Una bottiglia d’olio e un pulcino nero
Il 27 Aprile, Elio lascia l’ospedale e torna casa. Due giorni dopo è di nuovo in giro con la sua bicicletta, “il piede buono sul pedalino e l’altro col bastone”. A una festa in via Correggio suona la fisarmonica che gli aveva regalato il padre. I carri armati americani s’insediano nella zona. Elio s’impossessa di un carabina Winchester penetrando nel “bunker” del comando tedesco di piazzale Brescia. Partecipa all’assalto di una villa signorile abbandonata dai proprietari fascisti.
“La gente entrava, rubava tutto, c’era il ben di Dio… Allora io, mollo giù la bicicletta, che era un regalo di mio padre di un paio d’anni prima quando avevo preso la licenza media. Entro dentro assieme agli altri, scopro nella cantina tutte le bottiglie di olio. L’olio era una roba che non esisteva. Raspo una bottiglia d’olio, me la metto qui, raspo una bottiglia di vino, me la metto qua. Esco fuori, nel giardinetto. Nel giardinetto c’era un pulcino nero, grandino, piu, piu, piu. Porca miseria, metto giù le bottiglie, prendo il pulcino. Dopo come facevo: o il pulcino o le bottiglie! Allora lascio giù la bottiglia di vino e prendo quella d’olio e il pulcino ed esco fuori a prendere la bicicletta. L’avevano rubata, nuova, nuova di due anni.

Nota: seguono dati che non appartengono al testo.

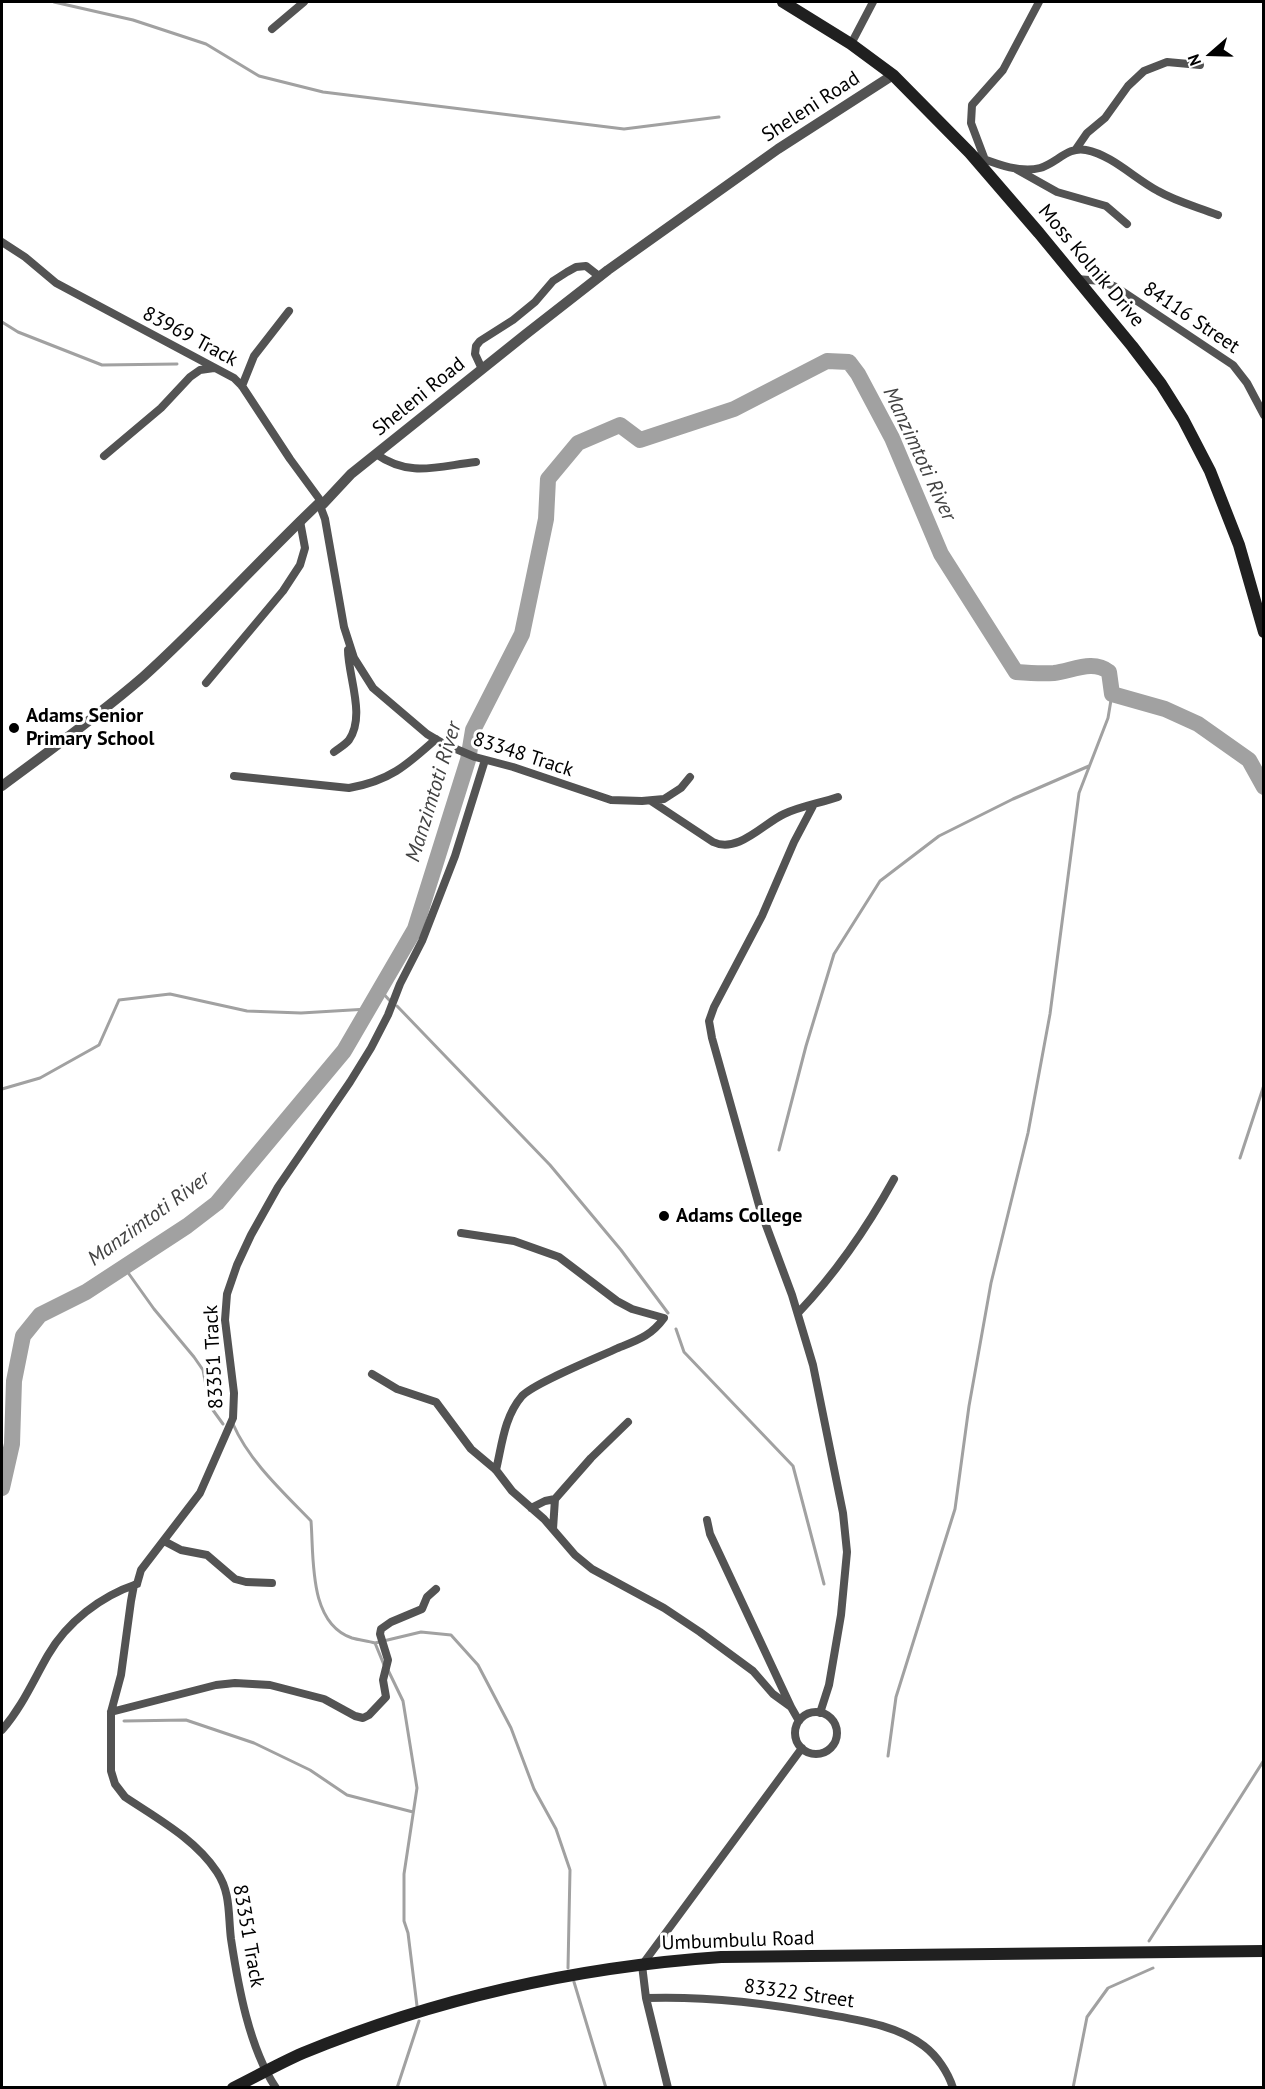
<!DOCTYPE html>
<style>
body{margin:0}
#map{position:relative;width:1265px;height:2089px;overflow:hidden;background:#fff;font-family:"PT Sans",sans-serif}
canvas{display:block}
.frame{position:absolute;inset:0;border:3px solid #000;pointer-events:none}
.north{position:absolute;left:1181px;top:24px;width:60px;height:60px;-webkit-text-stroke:4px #fff;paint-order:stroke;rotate:250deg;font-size:16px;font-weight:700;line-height:24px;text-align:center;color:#000}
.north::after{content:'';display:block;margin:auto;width:21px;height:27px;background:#000;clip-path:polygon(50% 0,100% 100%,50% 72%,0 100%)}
</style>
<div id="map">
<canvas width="1265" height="2089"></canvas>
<div class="frame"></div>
<div class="north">N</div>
</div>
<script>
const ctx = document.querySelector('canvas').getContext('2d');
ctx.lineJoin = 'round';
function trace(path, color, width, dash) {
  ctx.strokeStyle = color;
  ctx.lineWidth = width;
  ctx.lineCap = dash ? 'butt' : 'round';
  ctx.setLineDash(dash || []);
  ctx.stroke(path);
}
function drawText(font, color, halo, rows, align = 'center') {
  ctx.font = font + ' "PT Sans",sans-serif';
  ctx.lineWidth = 6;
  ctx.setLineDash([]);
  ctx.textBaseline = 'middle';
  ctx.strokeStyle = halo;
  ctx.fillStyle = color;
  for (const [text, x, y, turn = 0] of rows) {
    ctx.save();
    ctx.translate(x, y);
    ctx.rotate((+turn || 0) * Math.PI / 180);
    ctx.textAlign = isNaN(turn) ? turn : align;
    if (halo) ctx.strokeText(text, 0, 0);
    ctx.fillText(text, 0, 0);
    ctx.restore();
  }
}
trace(new Path2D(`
 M54 2 133 20 206 44 259 76 323 92 624 129 719 117
 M2 322 18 332 102 365 177 364
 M380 990 391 1002
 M397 1006 550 1165 621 1250 668 1313
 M2 1089 40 1078 99 1045 119 1000 170 994 247 1011 301 1013 368 1009
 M779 1150 806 1046 834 954 880 881 939 836 1013 799 1089 766
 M1240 1158 1264 1085
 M124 1267 154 1309 194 1357 203 1370 210 1406 223 1424
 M676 1329 684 1352 793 1466 824 1584
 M233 1424C249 1461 283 1492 311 1521 314 1557 308 1623 352 1638 359 1640 368 1641 375 1643L384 1665
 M375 1643 421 1632 451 1635 478 1665 511 1728 534 1789 556 1829 570 1870 568 1968
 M388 1670 403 1701 417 1788 404 1874V1921L408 1933 417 2006
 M124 1721 186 1720 254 1743 310 1770 347 1795 413 1812
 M888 1756 896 1697 955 1509 969 1406 991 1283 1028 1133 1050 1014 1079 793 1108 718 1112 694
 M1149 1941 1264 1760
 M574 1982 606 2088
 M397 2088 419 2021
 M1073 2088 1087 2017 1108 1988 1153 1968`), '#a1a1a1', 3);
trace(new Path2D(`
 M2 1488 12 1444 14 1381 23 1336 40 1315 86 1292 187 1226 217 1203 344 1051 415 929 468 760 473 730 522 634 546 519 548 479 578 443 620 425 640 440 734 409 827 361 849 362 858 374 892 438 941 554 1016 672C1028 673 1042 674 1054 673 1072 671 1093 659 1109 672L1112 694 1165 709 1198 724 1249 760 1264 787`), '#a1a1a1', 16);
trace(new Path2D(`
 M272 29 304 2
 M851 44 873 2
 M1076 149 1087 133 1105 118 1128 86 1144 71 1167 62 1200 65
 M973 155C992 162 1019 174 1040 168 1057 163 1068 146 1086 150 1112 155 1135 179 1158 191 1177 202 1198 207 1218 215
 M985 160 971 123 972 105 1003 70 1039 2
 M1016 169 1057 192 1106 206 1127 224
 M2 242 25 257 56 283 234 378 242 386 290 459 323 504
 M1077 279 1101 281 1116 287 1233 365 1247 383 1264 415
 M482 369 475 354 476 346 480 341 513 320 535 302 553 281 567 272 576 267 586 266 600 277
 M242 386 254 356 289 311
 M376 454C410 478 438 466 476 462
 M104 456 161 408 190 377 200 370 214 368
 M319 503 325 519 344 627 354 658 373 688 427 734 444 744 475 757 513 767 611 800 642 801 664 799 681 788 690 777
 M206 683 283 591 300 565 305 548 300 521
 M334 752C339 748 345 745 349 740 366 716 348 676 348 650
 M234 776 349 788C389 781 406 766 436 739
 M651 801 713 842C738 854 764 823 784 814 801 806 821 803 838 797
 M813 806 794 842 762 916 714 1007 709 1021 712 1038 760 1209 792 1295 813 1365 843 1513 847 1552 841 1615 829 1685 820 1713
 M461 1233 514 1241 559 1257 617 1301 632 1309 664 1318C651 1336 638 1340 618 1348 599 1357 534 1383 522 1396 504 1417 502 1445 496 1470
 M798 1313C836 1273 867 1228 894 1179
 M372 1374 397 1389 436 1402 471 1449 496 1470 512 1491 544 1519 575 1555 592 1569 664 1608 700 1632 753 1671 773 1694 791 1707 799 1721
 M531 1508 545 1501 555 1499
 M707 1520 710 1534 791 1707
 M553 1529 555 1499 591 1458 628 1422
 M164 1541 181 1550 207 1555 235 1579 246 1582 272 1583
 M111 1712 216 1685 235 1683 270 1685 324 1699 355 1716 363 1718 369 1715 386 1697 383 1680 388 1660 380 1634 381 1629 391 1622 422 1609 427 1597 436 1589
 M795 1733a21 21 0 1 1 42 0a21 21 0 1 1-42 0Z
 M2 1730C22 1707 33 1681 48 1655 67 1622 101 1596 137 1584
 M802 1748 642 1965 646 1998C706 1996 766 2003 825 2014 858 2020 897 2025 924 2046 937 2056 948 2072 953 2088
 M646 1998 668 2088
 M276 2088C249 2048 238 1985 231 1939 228 1915 231 1893 217 1872 195 1839 158 1819 125 1797L115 1784 111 1771V1712L121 1675 131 1601 134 1585 137 1584 141 1570 200 1493 233 1418 234 1393 225 1320 227 1294 237 1265 251 1235 278 1187 350 1082 371 1048 388 1015 400 984 422 941 455 856 485 760`), '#535353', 8);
trace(new Path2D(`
 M2 786C49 751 98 716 143 677 204 622 259 560 319 503L323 504 351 474 526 334 608 270 778 149 893 75`), '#535353', 10);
trace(new Path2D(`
 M783 2 851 44 893 75 970 153 1039 233 1132 346 1161 384 1183 419 1210 471 1239 545 1264 632
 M233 2088C257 2076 280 2063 303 2053 437 1998 576 1967 721 1957L1264 1951`), '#202020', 12);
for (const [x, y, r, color] of [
 [14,728,6,"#000"],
 [664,1216,6,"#000"]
]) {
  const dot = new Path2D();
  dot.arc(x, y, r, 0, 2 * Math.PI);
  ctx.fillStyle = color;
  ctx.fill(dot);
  trace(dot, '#fff', 2);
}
drawText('20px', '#000', '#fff', [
 ["Sheleni Road",811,107,-33],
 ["Moss Kolnik Drive",1091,266,50],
 ["84116 Street",1191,318,34],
 ["83969 Track",190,337,28],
 ["Sheleni Road",419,397,-39],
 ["83348 Track",523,755,18],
 ["83351 Track",214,1357,-93],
 ["83351 Track",248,1936,80],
 ["Umbumbulu Road",738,1941,-2],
 ["83322 Street",799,1994,8]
]);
drawText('bold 20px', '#000', '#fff', [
 ["Adams Senior",26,716],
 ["Primary School",26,739],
 ["Adams College",676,1216]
], 'left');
drawText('italic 21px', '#424242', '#fff', [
 ["Manzimtoti River",919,454,65],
 ["Manzimtoti River",434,792,-73],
 ["Manzimtoti River",149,1219,-36]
]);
</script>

Me ne torno a casa senza la bicicletta, col mio pulcino, nero, e col collo pelato! Era un pulcino di quelli, anche bel grassottino. L’ho portato a casa, che poi l’abbiamo chiamato Mussolini, perché era nero e dopo magari l’abbiamo mangiato, ma non mi ricordo più”.
Fiori per la Maddalena
“Abbiamo preso due scale di legno, da sette-otto metri, che erano quelle che usavano le imprese edili dell’epoca. Le abbiamo portate qui in piazza De Angeli, a casa nostra, qui sull’angolo. Le abbiamo legate insieme e abbiamo ottenuto una scala lunghissima. L’abbiamo appoggiata con la colonna di granito con la Madonnina in cima con in mano una croce di ferro. Io mi sono arrangiato, tu tu tu, ho portato su un mazzo di fiori e l’ho legato alla croce.
Questo qui è stato un’espansione di contentezza e di ringraziamento. Bene o male eravamo tutti degli ottimi cristiani, specialmente all’epoca, adesso magari un po’ meno”.